I’ve always been frustrated trying to find clean solutions for the above points, and while I can’t say I’m certain that what I have implemented to handle this in The Machinery won’t change, I do feel my new take on it has a lot of potential compared to my previous approaches.

Disclaimer: Typically I don’t write posts about stuff that I’m in the middle of developing as I’m usually too confused to see things clearly when my brain is too deeply buried in the code. Today I will make an exception to that in an attempt to clarify some concepts in my brain and hopefully land in a cleaner solution.


Right now I’m exploring a single solution that solves all of the above points and goes under the somewhat tentative name “Systems”. The idea is fairly simple:

The author of a shader declares one or many variations to compile, each variation is defined by listing one or many systems it depends on. Each system can both inject arbitrary shader code as well as import constants and resources. Constants declared within a system will end up in its own constant buffer, and any resource declared will be bound to the shader using its own resource binder.

A system is defined using the same building block as a regular shader: tm_shader_decalaration_o but won’t be compiled into a functional shader. Instead it compiles into a tm_shader_system_o which only provides methods for instancing constant blocks and resource binders with helper methods for updating arbitrary constants and resources within those.

Typically a tm_shader_system_o defines some kind of context, a few arbitrary examples:

  • Frame parameters — frame number, time, delta time, anything you can think of that changes at most once per frame.
  • View context — camera properties, relevant information about output render targets and similar.
  • Lighting environment — arrays of visible light sources and various acceleration structures.

Above examples have in common that they can be thought of as a way to bind global data that is constant for lots of draw/dispatch calls, where the update frequency of the data is easy to control using some form of scope based mechanism.

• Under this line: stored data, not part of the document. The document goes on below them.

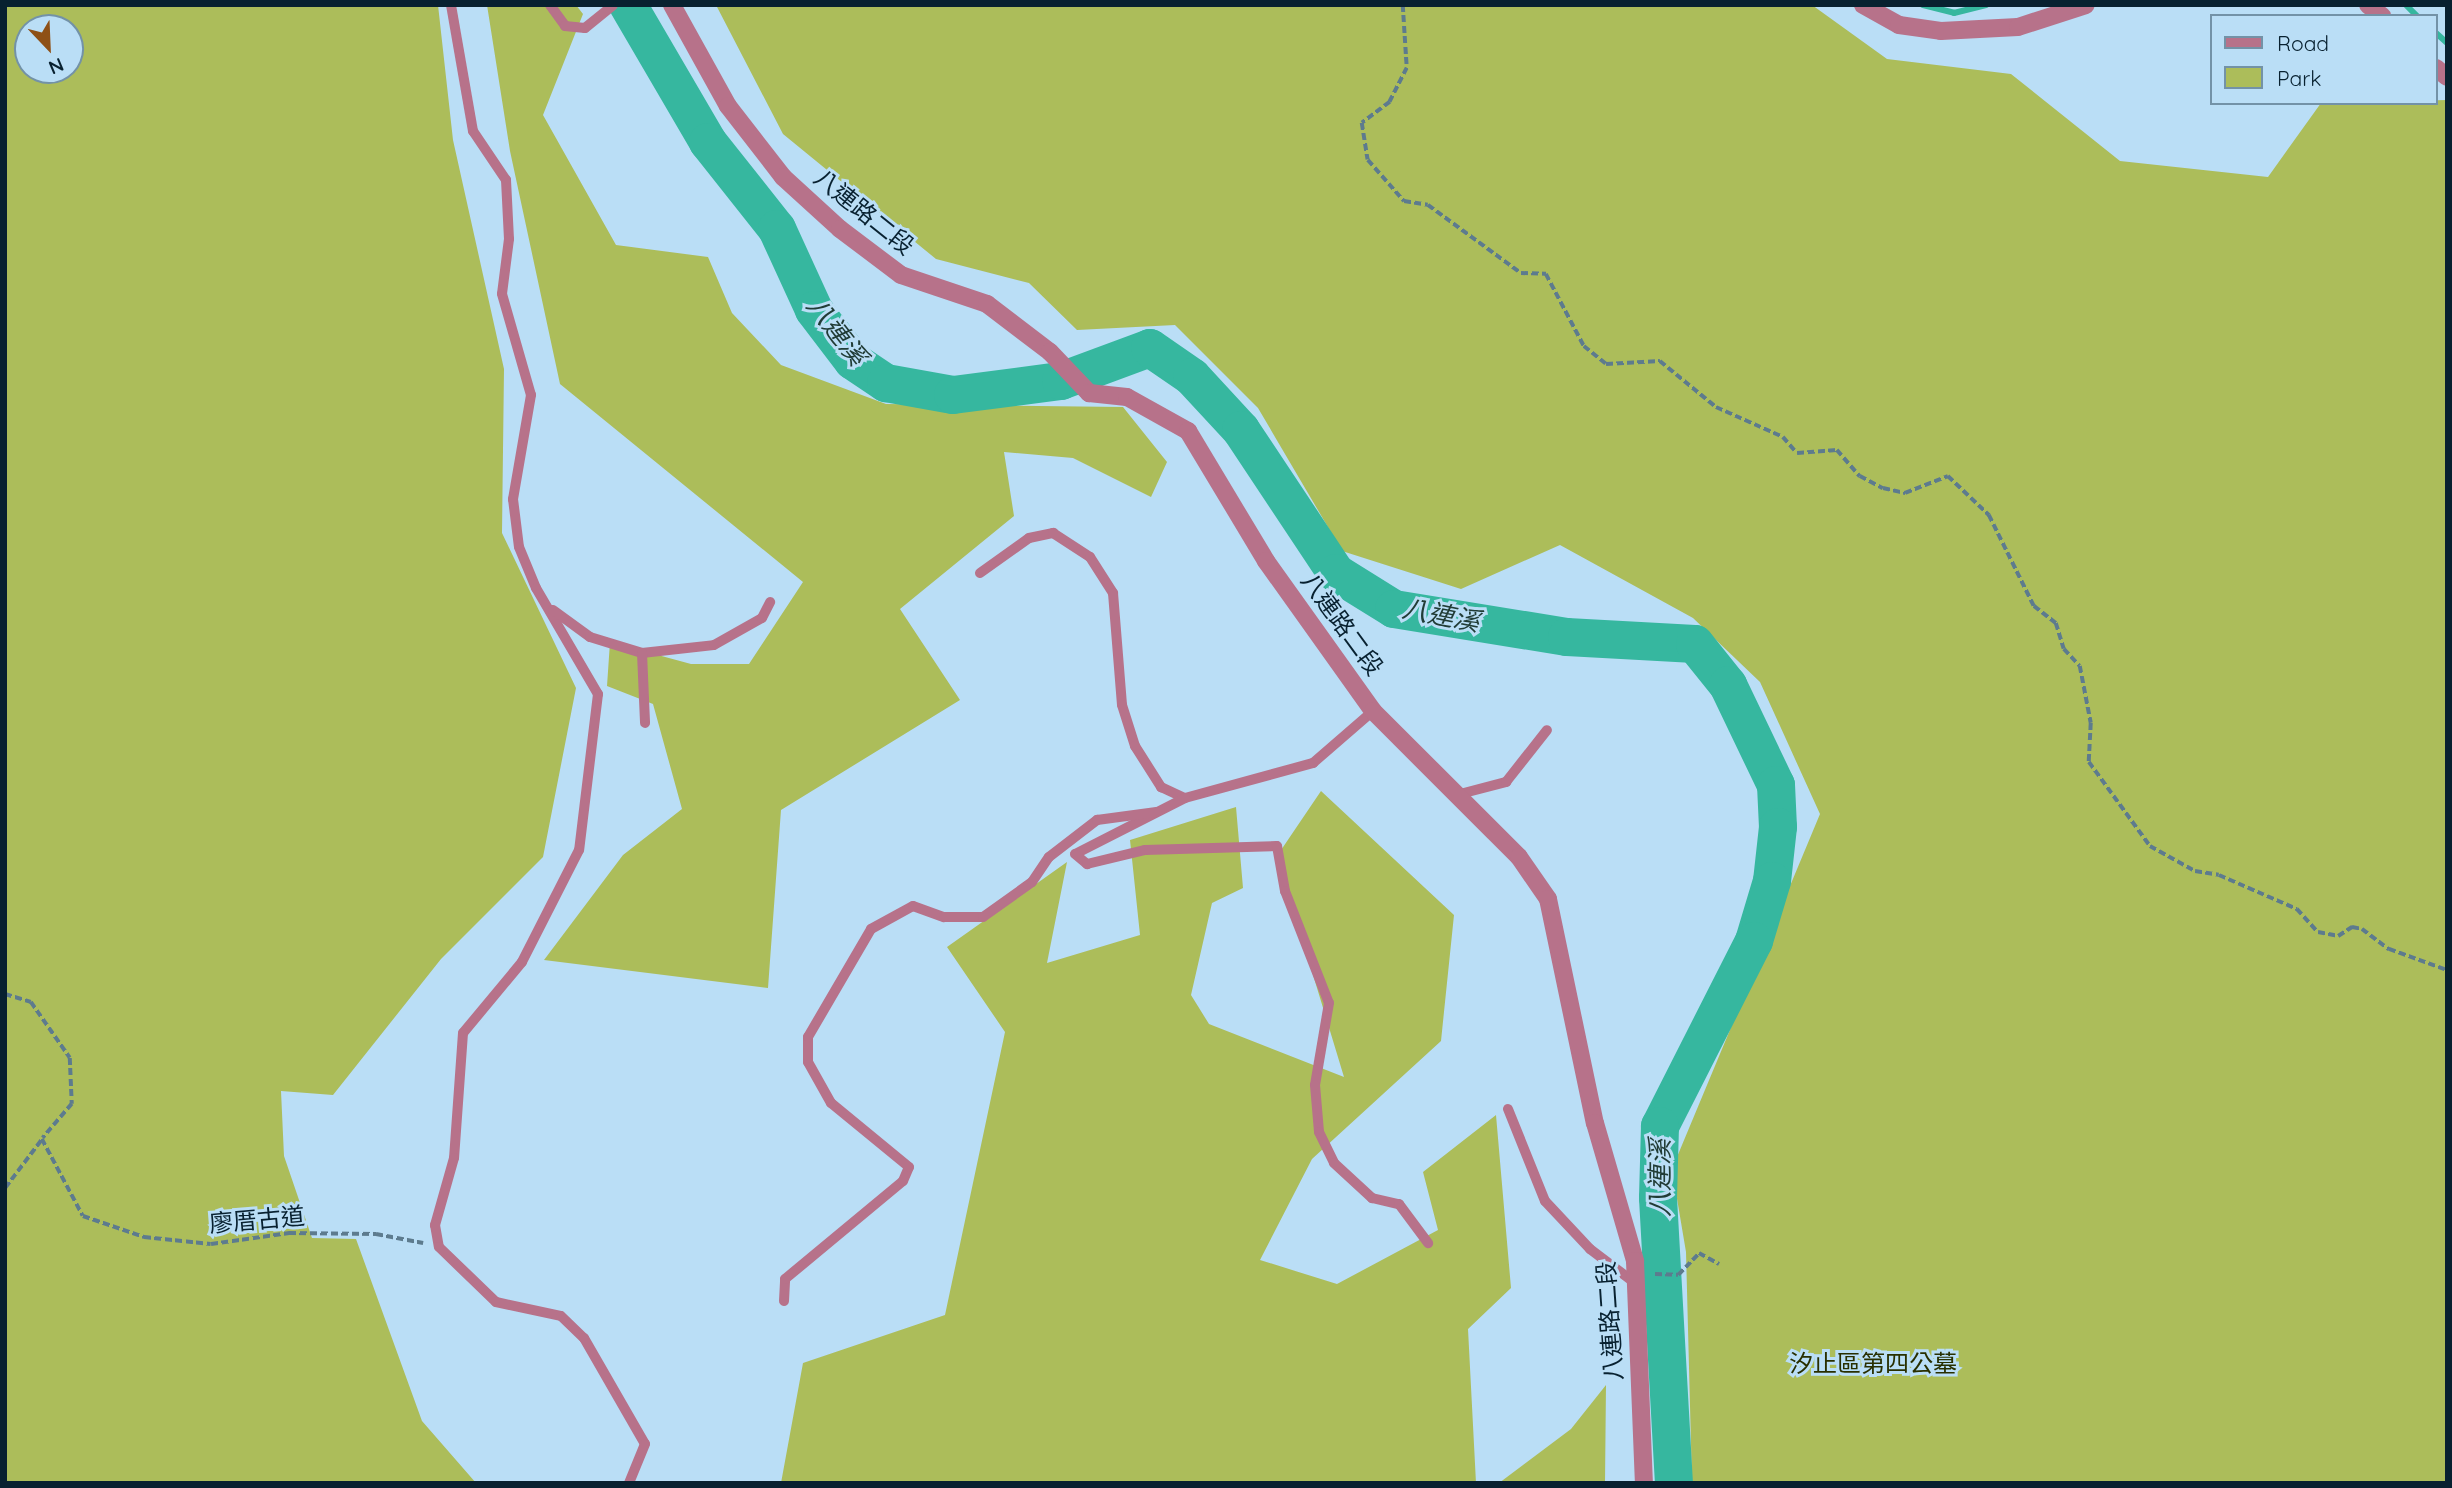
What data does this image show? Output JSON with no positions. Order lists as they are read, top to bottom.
{
  "streets": {
    "street": ["八連路二段"],
    "path": ["廖厝古道"]
  },
  "water": ["八連溪"],
  "parks": ["汐止區第四公墓"],
  "legend": ["Road", "Park"],
  "north": "bottom right"
}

For these type of systems I use a stack based mechanism to control activation/deactivation of systems and what data they expose to the shaders. I call this stack tm_shader_system_context_o and it gets passed down to all rendering systems as a const object. Since we are running heavily parallel we can’t allow arbitrary mutation of the context, so if the receiver wants to mutate the context (to temporarily enable some additional system) she has to clone the context first, enable the wanted system, and then pass down the cloned context to any other rendering systems it needs to call.

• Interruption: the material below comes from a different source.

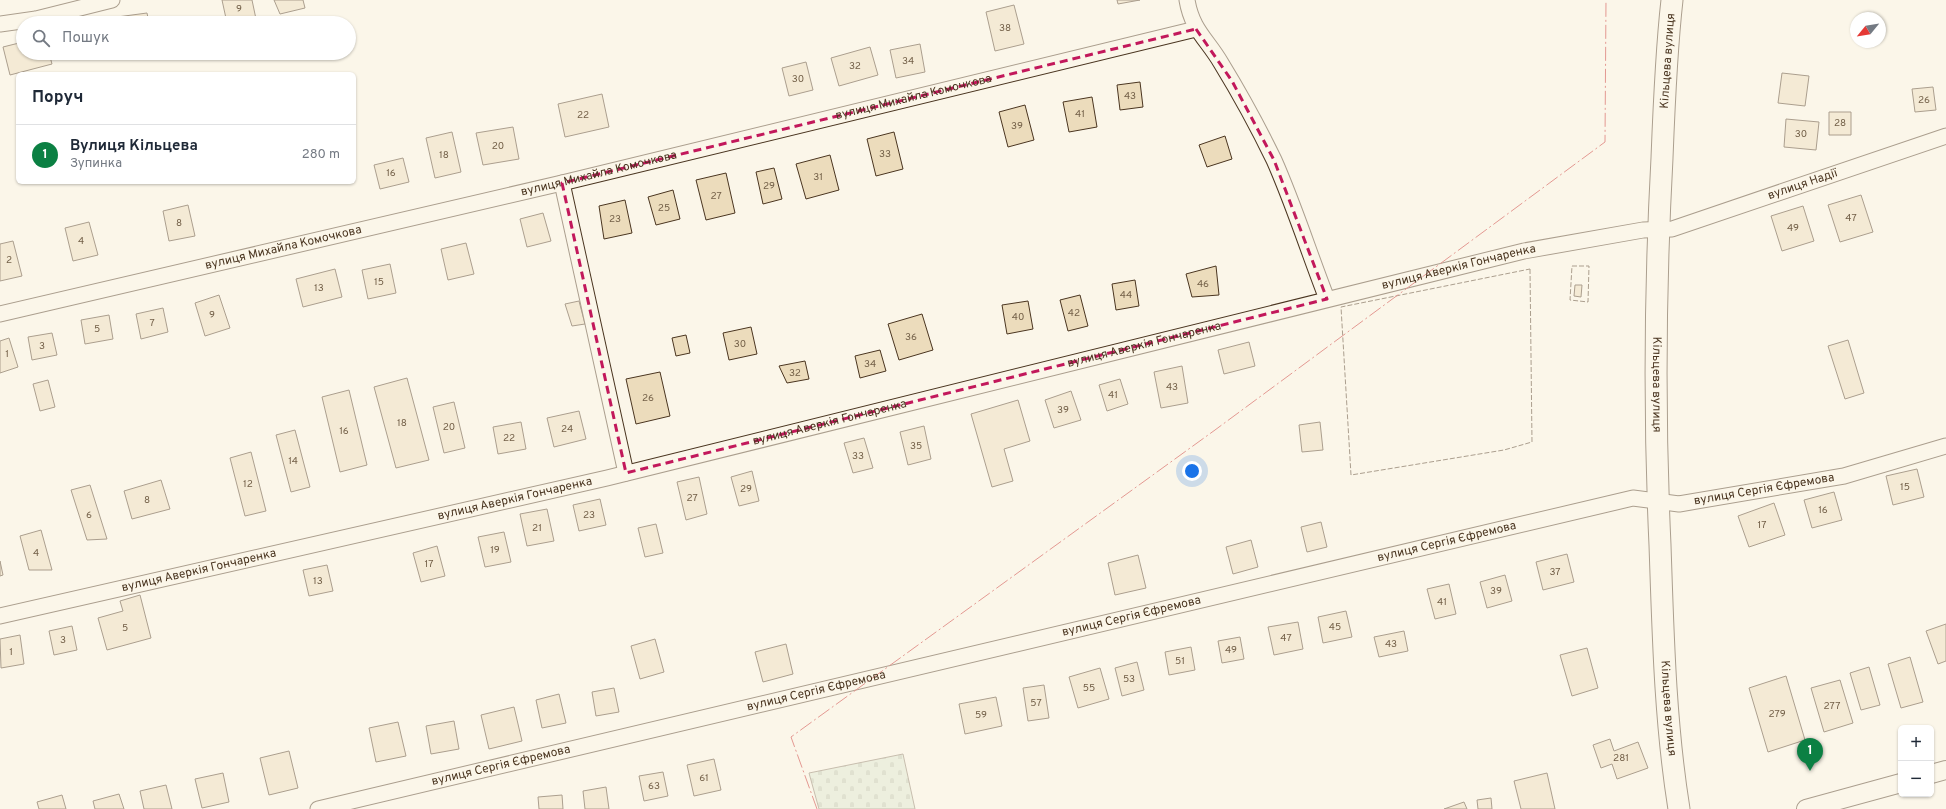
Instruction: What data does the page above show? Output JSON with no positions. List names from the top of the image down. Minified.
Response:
{"streets":{"main road":["Кільцева вулиця"],"street":["вулиця Михайла Комочкова","вулиця Надії","вулиця Аверкія Гончаренка","вулиця Сергія Єфремова"]},"crossings":[["Кільцева вулиця","вулиця Надії"],["Кільцева вулиця","вулиця Аверкія Гончаренка"],["Кільцева вулиця","вулиця Сергія Єфремова"],["вулиця Надії","вулиця Аверкія Гончаренка"]],"house_numbers":["9","38","34","32","30","43","26","41","22","28","39","30","20","33","18","16","31","29","27","25","47","23","8","49","4","2","15","46","13","44","42","9","40","7","5","36","30","3","1","34","32","43","41","26","39","18","20","24","16","22","35","33","14","12","15","29","27","8","16","6","23","17","21","19","4","17","37","13","39","41","45","5","47","3","43","49","1","51","53","55","57","277","279","59","281","61","63"],"north":"bottom left","page":{"search":"Пошук","heading":"Поруч","list":[{"mark":"1","name":"Вулиця Кільцева","note":"Зупинка","value":"280 m"}],"map_buttons":["+","−"],"pins":"1"}}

The actual variation selection within a shader is currently based on a doing a hash map lookup using a hash generated from all active systems. Each time a system is activated/deactivated in the context the hash is recomputed. For this to work, all shader variations the shader author creates have to list their system dependencies in the exact same order as they will appear in the context, also they cannot omit any systems even if the shader isn’t depending on them. My gut feeling tells me that this is a too rigid requirement that I will regret as it creates an implicit coupling between shaders and all available systems. In practice this means that shader authors will have to be aware of all existing systems (together with their activation order) which will make it close to impossible to introduce new systems without updating existing shader code. So right now I’m leaning towards rewriting it, my plan for the rewrite is to associate each system with a unique bit in an arbitrary long bitmask, and then create a bitmask representing all active systems and use that to lookup the correct variation instead.

A nice thing with a looser lookup is that we easily can use the same method for handling platform specialization of shaders. Say that we author a shader that has different quality settings and hardware requirements, with a more loose lookup we can simply describe each setting using a system. Then based on user settings and/or hardware capabilities we just activate the corresponding “setting systems” and the correct shader variation will be selected.

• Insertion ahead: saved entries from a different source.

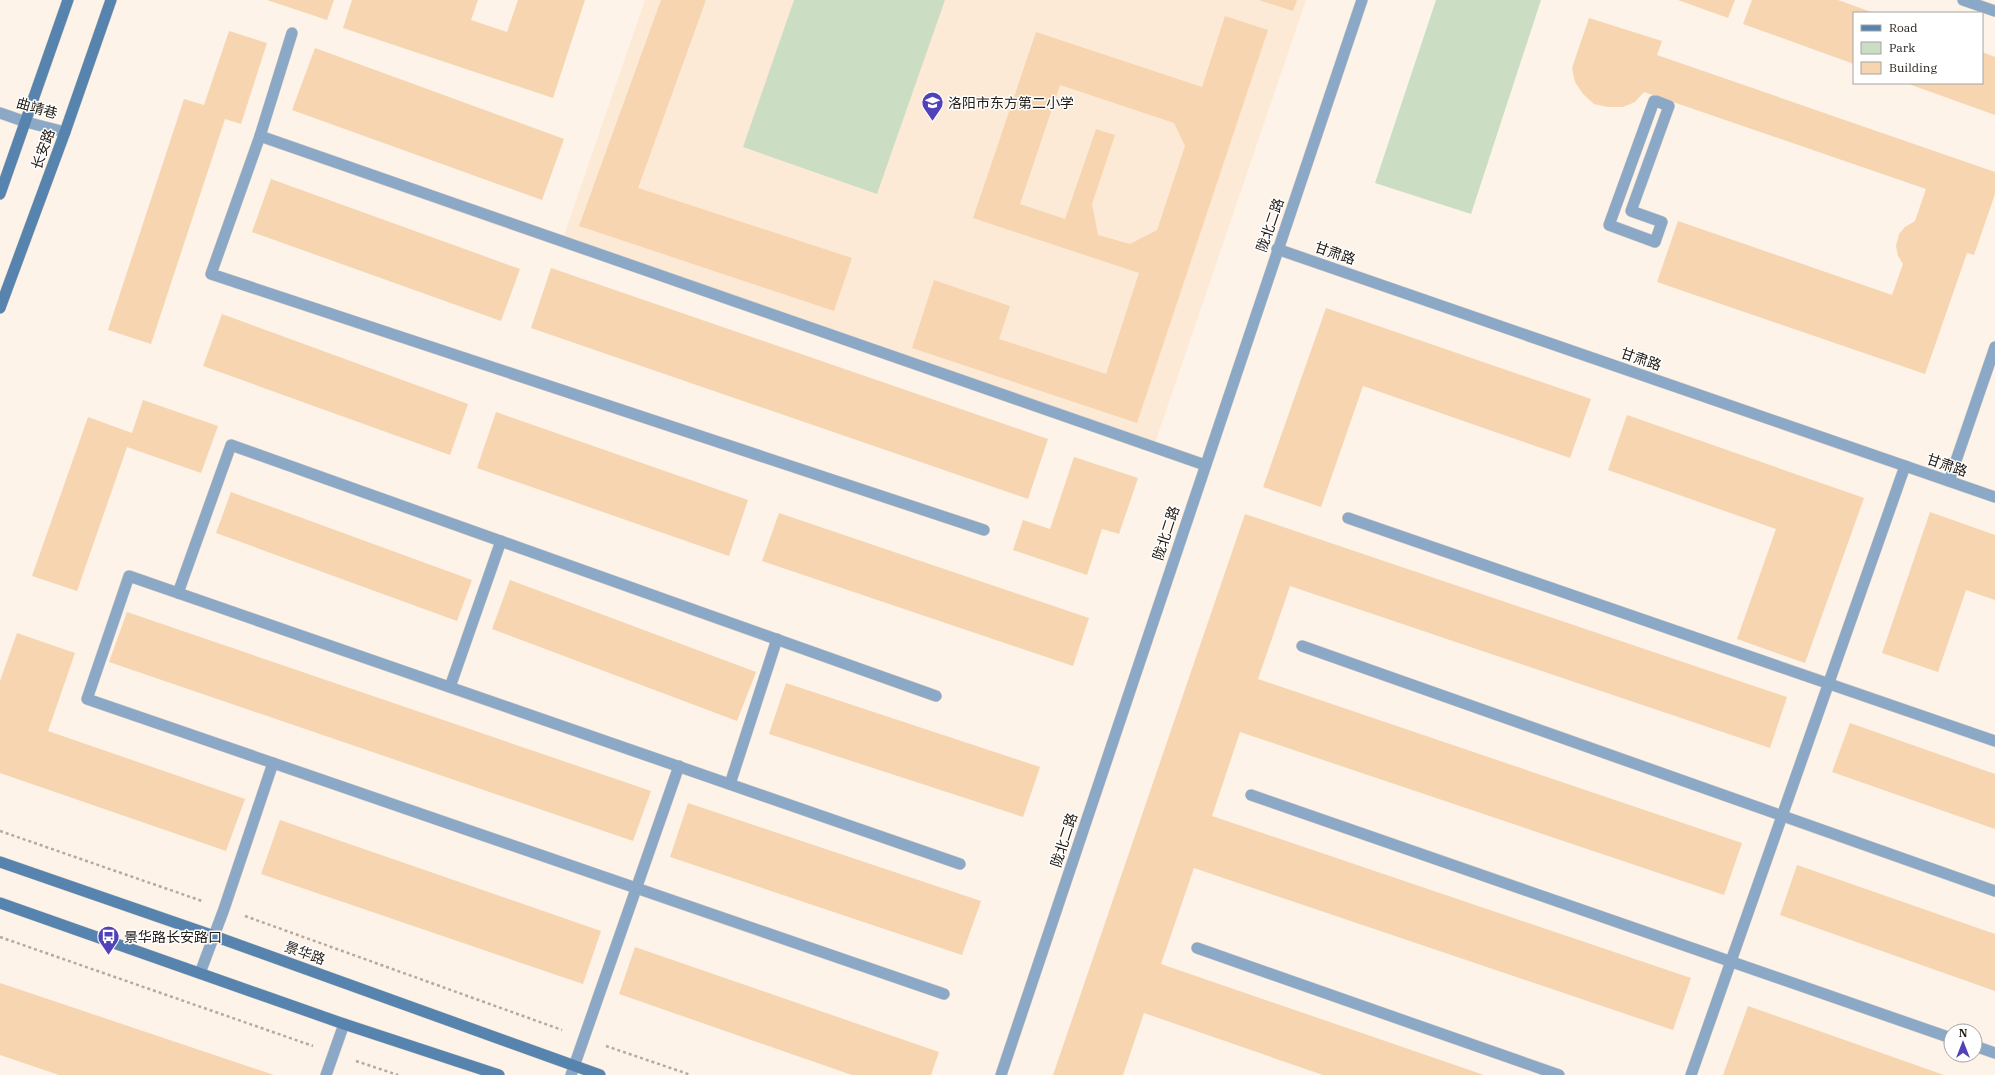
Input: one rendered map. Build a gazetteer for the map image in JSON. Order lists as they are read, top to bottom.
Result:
{
  "streets": {
    "main road": ["长安路", "景华路"],
    "street": ["曲靖巷", "陇北二路", "甘肃路"]
  },
  "crossings": [
    ["曲靖巷", "长安路"],
    ["陇北二路", "甘肃路"]
  ],
  "places": {
    "school or university": ["洛阳市东方第二小学"],
    "bus stop": ["景华路长安路口"]
  },
  "legend": ["Road", "Park", "Building"],
  "north": "top"
}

Increasing the update frequency

So far we’ve only discussed systems who’s data is constant across lots of draw/dispatch calls, but there’s also a need to handle systems who’s input data tends to vary more frequently than that. A typical example is various types of vertex deformations like skinning or morph targets. In this case we have data that is constant across multiple views and materials, but that varies between object instances.

As mentioned earlier, a system can instantiate any number of constant buffer and resources binder instances, so there’s nothing stopping us from using the same system concept to handle this scenario. The only difference is that we don’t push/pop these systems on to the tm_shader_system_context_o, instead we pipe them explicitly to the function that selects the right shader variation based on active systems and assembles all the data needed to bind the shader with all its inputs.


If you read part 1 of this series you might remember that I talked about the idea of letting the shader system have two tiers. So far we’ve only talked about tier 0 which doesn’t have any concept of multi-pass shaders or frame scheduling. In my previous shader systems I’ve had those concepts built into the regular shader object, but I’ve always struggled coming up with good terminology describing the different abstraction layers you end up with when shoving everything into the same object. As if it wasn’t bad enough that a shader isn’t just a wrapper over a shader program but rather a wrapper around a set of shader programs (one per active shader stage), if we also add the concepts of multi-pass shaders into the mix, a shader becomes something even more obscure that wraps multiple shaders with each shader in turn wrapping multiple shader programs.

On top of that we end up with having to introduce some kind of frame scheduling awareness into the shader system, something that can reason about when in the frame (into which layer, like e.g the g-buffer or the skydome layer) a particular shader within the shader should execute.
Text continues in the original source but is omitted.